• [DATASET CONTENT]
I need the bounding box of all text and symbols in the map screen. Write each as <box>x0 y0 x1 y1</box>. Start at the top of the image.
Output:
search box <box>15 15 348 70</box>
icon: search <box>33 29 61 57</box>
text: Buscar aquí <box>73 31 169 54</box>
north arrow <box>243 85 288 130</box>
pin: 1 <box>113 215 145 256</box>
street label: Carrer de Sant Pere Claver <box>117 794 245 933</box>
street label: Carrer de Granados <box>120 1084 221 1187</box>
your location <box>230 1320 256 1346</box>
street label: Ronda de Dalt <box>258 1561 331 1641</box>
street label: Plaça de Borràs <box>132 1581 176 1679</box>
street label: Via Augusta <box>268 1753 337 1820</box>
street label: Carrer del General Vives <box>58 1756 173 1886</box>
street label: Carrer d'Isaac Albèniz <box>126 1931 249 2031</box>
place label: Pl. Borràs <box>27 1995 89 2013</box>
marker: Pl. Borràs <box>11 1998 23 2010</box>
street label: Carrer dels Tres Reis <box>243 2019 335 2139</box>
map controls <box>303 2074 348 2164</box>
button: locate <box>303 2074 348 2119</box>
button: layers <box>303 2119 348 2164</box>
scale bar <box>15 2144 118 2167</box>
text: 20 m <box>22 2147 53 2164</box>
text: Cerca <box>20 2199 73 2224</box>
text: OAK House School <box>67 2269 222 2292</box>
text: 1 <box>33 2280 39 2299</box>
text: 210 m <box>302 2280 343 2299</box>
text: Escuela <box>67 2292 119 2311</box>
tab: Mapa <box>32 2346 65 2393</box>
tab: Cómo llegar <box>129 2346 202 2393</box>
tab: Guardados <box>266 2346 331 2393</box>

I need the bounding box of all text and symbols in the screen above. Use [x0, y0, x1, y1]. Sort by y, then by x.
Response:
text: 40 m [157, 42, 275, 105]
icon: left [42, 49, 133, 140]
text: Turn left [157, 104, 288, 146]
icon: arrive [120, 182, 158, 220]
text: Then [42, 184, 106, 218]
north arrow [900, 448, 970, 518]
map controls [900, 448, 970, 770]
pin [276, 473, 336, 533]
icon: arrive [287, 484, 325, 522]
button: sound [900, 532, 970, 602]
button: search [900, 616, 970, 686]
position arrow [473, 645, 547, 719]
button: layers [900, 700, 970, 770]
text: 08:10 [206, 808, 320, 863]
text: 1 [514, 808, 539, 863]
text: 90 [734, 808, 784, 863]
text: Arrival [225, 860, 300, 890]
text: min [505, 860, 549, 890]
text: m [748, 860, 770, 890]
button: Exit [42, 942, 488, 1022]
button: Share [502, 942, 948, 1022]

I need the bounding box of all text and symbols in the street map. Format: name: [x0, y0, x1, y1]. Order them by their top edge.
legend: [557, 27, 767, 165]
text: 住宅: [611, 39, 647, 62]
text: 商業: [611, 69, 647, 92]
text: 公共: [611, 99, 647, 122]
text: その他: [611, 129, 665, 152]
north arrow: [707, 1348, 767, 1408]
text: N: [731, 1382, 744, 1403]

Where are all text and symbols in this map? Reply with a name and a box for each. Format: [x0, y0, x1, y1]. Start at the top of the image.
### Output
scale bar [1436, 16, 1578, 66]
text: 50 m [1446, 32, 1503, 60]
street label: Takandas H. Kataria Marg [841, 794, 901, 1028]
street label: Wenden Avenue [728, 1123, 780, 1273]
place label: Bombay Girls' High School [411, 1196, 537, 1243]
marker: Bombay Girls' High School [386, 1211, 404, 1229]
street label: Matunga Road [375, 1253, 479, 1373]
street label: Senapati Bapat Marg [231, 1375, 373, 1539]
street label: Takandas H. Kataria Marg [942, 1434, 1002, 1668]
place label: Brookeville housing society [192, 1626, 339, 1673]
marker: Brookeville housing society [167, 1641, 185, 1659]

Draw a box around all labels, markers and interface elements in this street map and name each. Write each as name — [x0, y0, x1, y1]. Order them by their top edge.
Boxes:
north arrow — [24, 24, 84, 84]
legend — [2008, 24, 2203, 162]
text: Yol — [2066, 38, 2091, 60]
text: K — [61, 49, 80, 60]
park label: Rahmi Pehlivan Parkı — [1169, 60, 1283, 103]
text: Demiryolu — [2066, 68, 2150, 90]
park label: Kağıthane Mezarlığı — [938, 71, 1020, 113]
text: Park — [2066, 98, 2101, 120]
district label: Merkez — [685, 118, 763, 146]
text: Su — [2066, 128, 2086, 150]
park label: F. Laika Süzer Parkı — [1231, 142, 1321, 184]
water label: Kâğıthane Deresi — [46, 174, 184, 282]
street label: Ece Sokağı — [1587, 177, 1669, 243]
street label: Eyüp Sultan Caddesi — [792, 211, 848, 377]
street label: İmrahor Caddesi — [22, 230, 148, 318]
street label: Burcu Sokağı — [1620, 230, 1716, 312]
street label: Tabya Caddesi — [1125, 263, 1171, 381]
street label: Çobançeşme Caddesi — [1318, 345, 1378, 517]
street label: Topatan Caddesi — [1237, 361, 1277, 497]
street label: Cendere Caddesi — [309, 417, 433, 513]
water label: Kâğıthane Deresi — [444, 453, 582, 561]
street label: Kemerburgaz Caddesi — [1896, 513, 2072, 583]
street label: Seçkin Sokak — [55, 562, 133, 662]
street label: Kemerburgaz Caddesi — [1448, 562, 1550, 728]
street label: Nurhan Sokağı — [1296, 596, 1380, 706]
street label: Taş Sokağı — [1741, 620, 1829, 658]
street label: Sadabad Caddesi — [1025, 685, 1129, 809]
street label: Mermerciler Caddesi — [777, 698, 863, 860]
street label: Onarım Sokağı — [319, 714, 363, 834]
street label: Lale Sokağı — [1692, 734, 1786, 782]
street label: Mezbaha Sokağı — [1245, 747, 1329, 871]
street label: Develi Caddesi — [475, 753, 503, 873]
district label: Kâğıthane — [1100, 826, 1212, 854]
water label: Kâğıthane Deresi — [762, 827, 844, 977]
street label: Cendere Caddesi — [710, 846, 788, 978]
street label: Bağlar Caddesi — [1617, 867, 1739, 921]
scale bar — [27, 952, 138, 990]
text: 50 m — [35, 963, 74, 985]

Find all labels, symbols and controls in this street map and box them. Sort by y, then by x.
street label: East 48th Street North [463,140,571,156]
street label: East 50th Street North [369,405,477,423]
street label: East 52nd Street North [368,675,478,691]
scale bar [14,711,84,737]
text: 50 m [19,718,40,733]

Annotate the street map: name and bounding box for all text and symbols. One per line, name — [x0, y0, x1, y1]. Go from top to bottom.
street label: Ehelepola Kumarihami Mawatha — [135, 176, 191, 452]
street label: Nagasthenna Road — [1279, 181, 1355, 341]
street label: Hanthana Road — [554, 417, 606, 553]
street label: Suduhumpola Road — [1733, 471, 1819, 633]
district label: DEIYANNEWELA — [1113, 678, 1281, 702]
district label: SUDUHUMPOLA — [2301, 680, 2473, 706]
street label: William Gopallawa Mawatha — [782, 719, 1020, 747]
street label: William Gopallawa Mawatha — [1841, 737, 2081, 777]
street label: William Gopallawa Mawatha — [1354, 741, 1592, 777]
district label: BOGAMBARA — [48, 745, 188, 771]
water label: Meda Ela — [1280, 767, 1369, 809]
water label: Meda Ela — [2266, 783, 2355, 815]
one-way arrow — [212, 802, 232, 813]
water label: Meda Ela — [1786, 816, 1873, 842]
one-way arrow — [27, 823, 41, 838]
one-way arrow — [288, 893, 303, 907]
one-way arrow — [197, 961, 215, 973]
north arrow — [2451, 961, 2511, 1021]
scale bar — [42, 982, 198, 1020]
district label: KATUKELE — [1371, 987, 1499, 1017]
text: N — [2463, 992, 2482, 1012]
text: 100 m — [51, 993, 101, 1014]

• [WHAT IS REQUIRED] Extract every entry in the listing word for word.

• [SOLUTION FOR THIS TASK]
I need the bounding box of all text and symbols in the map screen. Write each as <box>x0 y0 x1 y1</box>. Start at the top of the image.
Output:
search box <box>15 15 348 70</box>
icon: search <box>33 29 61 57</box>
text: Buscar aquí <box>73 31 169 54</box>
north arrow <box>243 85 288 130</box>
pin: 1 <box>113 215 145 256</box>
street label: Carrer de Sant Pere Claver <box>117 794 245 933</box>
street label: Carrer de Granados <box>120 1084 221 1187</box>
your location <box>230 1320 256 1346</box>
street label: Ronda de Dalt <box>258 1561 331 1641</box>
street label: Plaça de Borràs <box>132 1581 176 1679</box>
street label: Via Augusta <box>268 1753 337 1820</box>
street label: Carrer del General Vives <box>58 1756 173 1886</box>
street label: Carrer d'Isaac Albèniz <box>126 1931 249 2031</box>
place label: Pl. Borràs <box>27 1995 89 2013</box>
marker: Pl. Borràs <box>11 1998 23 2010</box>
street label: Carrer dels Tres Reis <box>243 2019 335 2139</box>
map controls <box>303 2074 348 2164</box>
button: locate <box>303 2074 348 2119</box>
button: layers <box>303 2119 348 2164</box>
scale bar <box>15 2144 118 2167</box>
text: 20 m <box>22 2147 53 2164</box>
text: Cerca <box>20 2199 73 2224</box>
text: OAK House School <box>67 2269 222 2292</box>
text: 1 <box>33 2280 39 2299</box>
text: 210 m <box>302 2280 343 2299</box>
text: Escuela <box>67 2292 119 2311</box>
tab: Mapa <box>32 2346 65 2393</box>
tab: Cómo llegar <box>129 2346 202 2393</box>
tab: Guardados <box>266 2346 331 2393</box>

I need the bounding box of all text and symbols in the screen above. Use [x0, y0, x1, y1]. Sort by y, then by x.
Response:
text: 40 m [157, 42, 275, 105]
icon: left [42, 49, 133, 140]
text: Turn left [157, 104, 288, 146]
icon: arrive [120, 182, 158, 220]
text: Then [42, 184, 106, 218]
north arrow [900, 448, 970, 518]
map controls [900, 448, 970, 770]
pin [276, 473, 336, 533]
icon: arrive [287, 484, 325, 522]
button: sound [900, 532, 970, 602]
button: search [900, 616, 970, 686]
position arrow [473, 645, 547, 719]
button: layers [900, 700, 970, 770]
text: 08:10 [206, 808, 320, 863]
text: 1 [514, 808, 539, 863]
text: 90 [734, 808, 784, 863]
text: Arrival [225, 860, 300, 890]
text: min [505, 860, 549, 890]
text: m [748, 860, 770, 890]
button: Exit [42, 942, 488, 1022]
button: Share [502, 942, 948, 1022]

I need the bounding box of all text and symbols in the street map. Format: name: [x0, y0, x1, y1]. Order them by their top edge.
legend: [557, 27, 767, 165]
text: 住宅: [611, 39, 647, 62]
text: 商業: [611, 69, 647, 92]
text: 公共: [611, 99, 647, 122]
text: その他: [611, 129, 665, 152]
north arrow: [707, 1348, 767, 1408]
text: N: [731, 1382, 744, 1403]

Where are all text and symbols in this map? Reply with a name and a box for each. Format: [x0, y0, x1, y1]. Start at the top of the image.
### Output
scale bar [1436, 16, 1578, 66]
text: 50 m [1446, 32, 1503, 60]
street label: Takandas H. Kataria Marg [841, 794, 901, 1028]
street label: Wenden Avenue [728, 1123, 780, 1273]
place label: Bombay Girls' High School [411, 1196, 537, 1243]
marker: Bombay Girls' High School [386, 1211, 404, 1229]
street label: Matunga Road [375, 1253, 479, 1373]
street label: Senapati Bapat Marg [231, 1375, 373, 1539]
street label: Takandas H. Kataria Marg [942, 1434, 1002, 1668]
place label: Brookeville housing society [192, 1626, 339, 1673]
marker: Brookeville housing society [167, 1641, 185, 1659]

Draw a box around all labels, markers and interface elements in this street map and name each. Write each as name — [x0, y0, x1, y1]. Order them by their top edge.
Boxes:
north arrow — [24, 24, 84, 84]
legend — [2008, 24, 2203, 162]
text: Yol — [2066, 38, 2091, 60]
text: K — [61, 49, 80, 60]
park label: Rahmi Pehlivan Parkı — [1169, 60, 1283, 103]
text: Demiryolu — [2066, 68, 2150, 90]
park label: Kağıthane Mezarlığı — [938, 71, 1020, 113]
text: Park — [2066, 98, 2101, 120]
district label: Merkez — [685, 118, 763, 146]
text: Su — [2066, 128, 2086, 150]
park label: F. Laika Süzer Parkı — [1231, 142, 1321, 184]
water label: Kâğıthane Deresi — [46, 174, 184, 282]
street label: Ece Sokağı — [1587, 177, 1669, 243]
street label: Eyüp Sultan Caddesi — [792, 211, 848, 377]
street label: İmrahor Caddesi — [22, 230, 148, 318]
street label: Burcu Sokağı — [1620, 230, 1716, 312]
street label: Tabya Caddesi — [1125, 263, 1171, 381]
street label: Çobançeşme Caddesi — [1318, 345, 1378, 517]
street label: Topatan Caddesi — [1237, 361, 1277, 497]
street label: Cendere Caddesi — [309, 417, 433, 513]
water label: Kâğıthane Deresi — [444, 453, 582, 561]
street label: Kemerburgaz Caddesi — [1896, 513, 2072, 583]
street label: Seçkin Sokak — [55, 562, 133, 662]
street label: Kemerburgaz Caddesi — [1448, 562, 1550, 728]
street label: Nurhan Sokağı — [1296, 596, 1380, 706]
street label: Taş Sokağı — [1741, 620, 1829, 658]
street label: Sadabad Caddesi — [1025, 685, 1129, 809]
street label: Mermerciler Caddesi — [777, 698, 863, 860]
street label: Onarım Sokağı — [319, 714, 363, 834]
street label: Lale Sokağı — [1692, 734, 1786, 782]
street label: Mezbaha Sokağı — [1245, 747, 1329, 871]
street label: Develi Caddesi — [475, 753, 503, 873]
district label: Kâğıthane — [1100, 826, 1212, 854]
water label: Kâğıthane Deresi — [762, 827, 844, 977]
street label: Cendere Caddesi — [710, 846, 788, 978]
street label: Bağlar Caddesi — [1617, 867, 1739, 921]
scale bar — [27, 952, 138, 990]
text: 50 m — [35, 963, 74, 985]

Find all labels, symbols and controls in this street map and box them. Sort by y, then by x.
street label: East 48th Street North [463,140,571,156]
street label: East 50th Street North [369,405,477,423]
street label: East 52nd Street North [368,675,478,691]
scale bar [14,711,84,737]
text: 50 m [19,718,40,733]

Annotate the street map: name and bounding box for all text and symbols. One per line, name — [x0, y0, x1, y1]. Go from top to bottom.
street label: Ehelepola Kumarihami Mawatha — [135, 176, 191, 452]
street label: Nagasthenna Road — [1279, 181, 1355, 341]
street label: Hanthana Road — [554, 417, 606, 553]
street label: Suduhumpola Road — [1733, 471, 1819, 633]
district label: DEIYANNEWELA — [1113, 678, 1281, 702]
district label: SUDUHUMPOLA — [2301, 680, 2473, 706]
street label: William Gopallawa Mawatha — [782, 719, 1020, 747]
street label: William Gopallawa Mawatha — [1841, 737, 2081, 777]
street label: William Gopallawa Mawatha — [1354, 741, 1592, 777]
district label: BOGAMBARA — [48, 745, 188, 771]
water label: Meda Ela — [1280, 767, 1369, 809]
water label: Meda Ela — [2266, 783, 2355, 815]
one-way arrow — [212, 802, 232, 813]
water label: Meda Ela — [1786, 816, 1873, 842]
one-way arrow — [27, 823, 41, 838]
one-way arrow — [288, 893, 303, 907]
one-way arrow — [197, 961, 215, 973]
north arrow — [2451, 961, 2511, 1021]
scale bar — [42, 982, 198, 1020]
district label: KATUKELE — [1371, 987, 1499, 1017]
text: N — [2463, 992, 2482, 1012]
text: 100 m — [51, 993, 101, 1014]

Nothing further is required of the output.